Reversing. *Page 540
Prior to 1933 the office of police judge in Paintsville, a city of the fourth class, had been filled by election. In January of that year the city council adopted an ordinance providing for the appointment of the mayor and the police judge for the four year term beginning the first Monday in January, 1934. Section 1 of the ordinance is as follows:
"That the office of Mayor and Police Judge for the City of Paintsville, Johnson County, Kentucky, shall be filled by appointment of Mayor and Police Judge by the City Council, of the said city for the four year term, beginning the 1st Monday in January, 1934. Their term of office shall be during the pleasure of the Council."
The city council has taken no further action on the method of selecting the police judge. The office was filled by appointment for the four year period mentioned in the ordinance. On December 6, 1937, the appellant, W.H. Cox, was appointed police judge for a term of four years. He qualified for the office and entered upon his duties January 1, 1938.
On July 5, 1939, Cox filed a petition of nomination for the office of police judge. His reason for doing this, according to his pleadings and his affidavits in support thereof, was that he was advised by Mrs. Ruth L. Wells, city attorney, who was a candidate for re-election to that office, that when an office was filled by appointment the term was for only two years. He stated further that he is not an attorney and felt justified in relying upon the advice of Mrs. Wells, and therefore filed for the office through the mistaken belief that his appointive term was for only two years.
Subsequently, and before the general election November 7, 1939, Cox attempted to keep the appellee, William Preston, and another from having their names printed on the ballot as candidates for police judge on the ground that they had not filed in time under the 1938 amendment (Acts 1938, c. 60) to Section 1456 of the Statutes. It was decided, however, in the injunction proceedings of Logsdon v. Howard (Wells v. Chandler),
It is the appellant's contention that the ordinance of 1933, providing for the appointment of the mayor and police judge for the four year term beginning in January, 1934, was in full force and effect when he was appointed for a full term December 6, 1937, and that no estoppel should work against him due to the fact that the filing of his petition of nomination resulted from his erroneous belief that his term was for only two years. Counsel for the appellee agrees that the main question in the case is the construction of the ordinance of 1933. We must decide whether that ordinance constitutes a change in the method of selecting the police judge in Paintsville until such time as it is repealed, or whether, as contended by the appellee, it was meant to apply only to the four year period beginning January 1, 1934. Sally v. Baker,
At the outset we are faced with the appellee's contention that, since the ordinance in question dealt with the office of mayor as well as that of police judge, the council meant to treat them on the same basis. Section 3484 of the Statutes requires that an ordinance with reference to the selection of mayor in cities of the fourth class be adopted in the year in which the election of mayor falls. Section 3510 relates to the council's power as to the method of selecting the police judge in such cities. That section merely requires that the ordinance providing for the method of selecting the police judge be enacted 60 days before any November election. The case of Craft v. Baker,
The appellant relies upon the case of Baker v. Combs,
"Ordinance.
"Chief of Police of the City of Hazard.
"The city council of the city of Hazard do ordain as follows: That the chief of police of the city of Hazard shall be elected by the qualified voters of the city of Hazard at the regular November election, 1919, and his compensation shall be fixed by the council."

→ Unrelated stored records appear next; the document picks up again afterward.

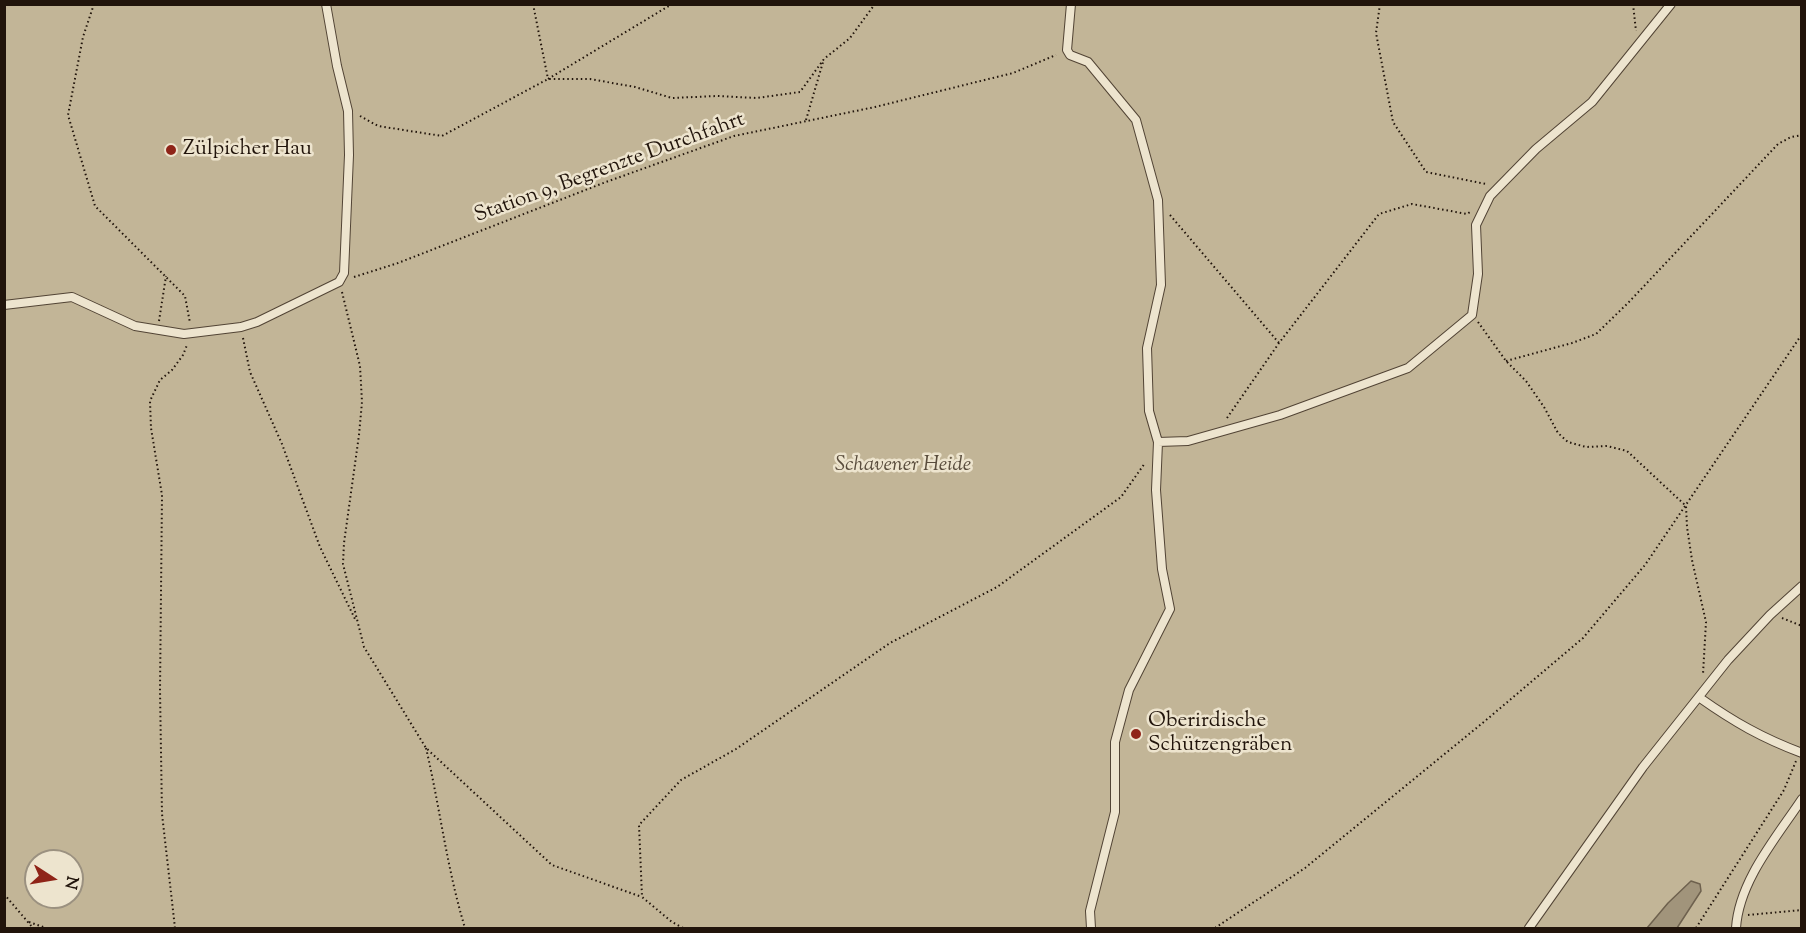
<!DOCTYPE html>
<html>
<head>
<meta charset="utf-8">
<style>
  body { margin:0 }
  #map { position:relative; width:1806px; height:933px; overflow:hidden; background:#e3d6b4; font-family:"Sorts Mill Goudy",serif }
  canvas { display:block }
  .frame { position:absolute; inset:0; border:6px solid #21140b; pointer-events:none }
  .north { position:absolute; left:24px; top:849px; width:60px; height:60px; box-sizing:border-box; background:#ede4ce; border:2px solid #9b9180; border-radius:50%; rotate:102deg; font-size:16px; font-weight:700; line-height:24px; text-align:center; color:#21140b }
  .north::after { content:''; display:block; margin:auto; width:21px; height:27px; background:#8f2418; clip-path:polygon(50% 0,100% 100%,50% 72%,0 100%) }
</style>
</head>
<body>
<div id="map">
<canvas width="1806" height="933"></canvas>
<div class="frame"></div>
<div class="north">N</div>
</div>
<script>
const c = document.querySelector('canvas').getContext('2d');
c.lineJoin = 'round';
function fillPath(path, color) {
  c.fillStyle = color;
  c.fill(path, 'evenodd');
}
function strokePath(path, color, width, dash) {
  c.strokeStyle = color;
  c.lineWidth = width;
  c.lineCap = dash ? 'butt' : 'round';
  c.setLineDash(dash || []);
  c.stroke(path);
}
function label(font, color, halo, rows, align = 'center') {
  c.font = font + ' "Sorts Mill Goudy",serif';
  c.lineWidth = 5;
  c.setLineDash([]);
  c.textBaseline = 'middle';
  c.strokeStyle = halo;
  c.fillStyle = color;
  for (const [text, x, y, turn = 0] of rows) {
    c.save();
    c.translate(x, y);
    c.rotate((+turn || 0) * Math.PI / 180);
    c.textAlign = isNaN(turn) ? turn : align;
    if (halo) c.strokeText(text, 0, 0);
    c.fillText(text, 0, 0);
    c.restore();
  }
}
const green = new Path2D(`
  M4 5H1801V928H5ZM36 861H72V897H36Z`);
const water = new Path2D(`
  M1691 881 1700 884 1701 891 1677 928H1647L1668 903Z`);
const path = new Path2D(`
  M94 4 83 37 68 115 95 206 185 296 190 323
  M533 4 548 79 672 4
  M1380 4 1376 33 1393 122 1426 172 1486 184
  M1633 4 1636 31
  M360 116 378 126 442 136 548 79H590L635 87 672 98 717 96 757 98 800 92 824 59 850 38 875 4
  M806 120 823 62
  M1170 215 1279 343
  M354 277 398 263 606 182 734 136 875 107 1013 73 1056 55
  M342 292 360 366 362 402 359 435 344 543 343 564 364 647 426 748 552 865 642 897
  M159 321 166 276
  M1478 322 1506 361 1526 381 1544 407 1558 433 1568 442 1586 447 1607 446 1627 451 1686 506 1687 527 1692 560 1706 622 1703 674
  M243 338 250 372 282 444 320 547 355 619
  M1506 361 1572 343 1596 334 1628 303 1778 144 1791 137 1802 135
  M1227 418 1279 343 1379 214 1412 204 1467 214 1470 212
  M1782 618 1802 626
  M426 748C440 808 447 869 465 928
  M4 894 33 928
  M1748 915 1802 910
  M29 922 46 928
  M175 928 162 814 160 690 162 495 151 428 150 401 160 380 172 370 183 355 187 345
  M683 928 672 922 642 897 639 825 681 780 736 749 890 643 997 587 1121 497 1145 463
  M1215 928 1305 868 1485 721 1583 638 1645 565 1802 334
  M1696 928 1784 790 1796 761`);
const service = new Path2D(`
  M1071 4 1067 50 1070 55 1088 62 1136 120 1158 200 1161 285 1147 348 1149 411 1158 442 1188 441 1280 415 1408 368 1472 315 1478 274 1476 225 1490 196 1536 149 1592 102 1671 4
  M4 305 72 297 135 326 184 334 241 327 257 322 339 282 344 273 349 155 348 111 337 66 326 4
  M1700 698C1734 722 1762 738 1802 753
  M1091 928 1090 911 1115 812V742L1129 690 1170 609 1162 569 1156 490 1158 442
  M1529 928 1643 767 1728 660 1770 615 1802 586
  M1736 928C1739 881 1776 838 1802 799`);
const markers = [
  [171,150,6,"#8f2418"],
  [1136,734,6,"#8f2418"]
];
const poiNames = [
  ["Zülpicher Hau",183,150],
  ["Oberirdische",1148,722],
  ["Schützengräben",1148,746]
];
const streetNames = [
  ["Station 9, Begrenzte Durchfahrt",610,169,-20]
];
const parkNames = [
  ["Schavener Heide",903,466]
];
fillPath(green, '#c2b597');
fillPath(water, '#a1947b');
strokePath(water, '#6e614e', 1.5);
strokePath(service, '#524435', 10);
strokePath(path, '#21140b', 2, [1.5, 3]);
strokePath(service, '#ede4ce', 8);
for (const [x, y, r, color] of markers) {
  const dot = new Path2D();
  dot.arc(x, y, r, 0, 2 * Math.PI);
  c.fillStyle = color;
  c.fill(dot);
  strokePath(dot, '#ede4ce', 2);
}
label('21px', '#21140b', '#ede4ce', poiNames, 'left');
label('21px', '#21140b', '#ede4ce', streetNames);
label('italic 21px', '#594c3c', '#ede4ce', parkNames);
</script>
</body>
</html>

In holding that the ordinance expressed the purpose of the council to change the method of selecting the chief of police from appointment to election, this Court said:
"* * * It expressed the purpose of the council to change the method from an appointive to an elective mode of election, and was an ordinance which the council had the power to make effective by adoption, 60 days before 'any November election.' Section 3504, supra. In this the statute authorizing it is very dissimilar to Section 3484, supra, relating to an ordinance providing for the election of a mayor, as that statute required the ordinance to be enacted 'in the year' in which the appointment or election was due to be made. The ordinance changing the method of selecting a chief of police was evidently intended to control the manner of so doing until repealed, which the council may do at any time 60 days preceding any November election, and is to be construed as held in Sally v. Baker,
180 Ky. 833 ,203 S.W. 724 ."
In the case before us the ordinance provided that the police judge be appointed for the four year term beginning the first Monday in January, 1934. A comparison of the Hazard ordinance relating to the method of selecting the chief of police and the one before us *Page 543 shows that each referred to the time when a term would begin. We are of the opinion, especially in view of the Baker v. Combs case, supra, that the city council of Paintsville meant to and did change the method of selecting the police judge from election to appointment, and that the ordinance in question not having been repealed is in full force and effect. The filing of nomination papers by Cox, and his efforts to keep the names of other candidates off the ballot in the November election, do not alter the case. He was duly appointed to and qualified for a four year term beginning January 1, 1938, and he should be permitted to serve out his term.
Wherefore, the judgment is reversed with directions to set it aside and to enter a judgment in conformity with this opinion.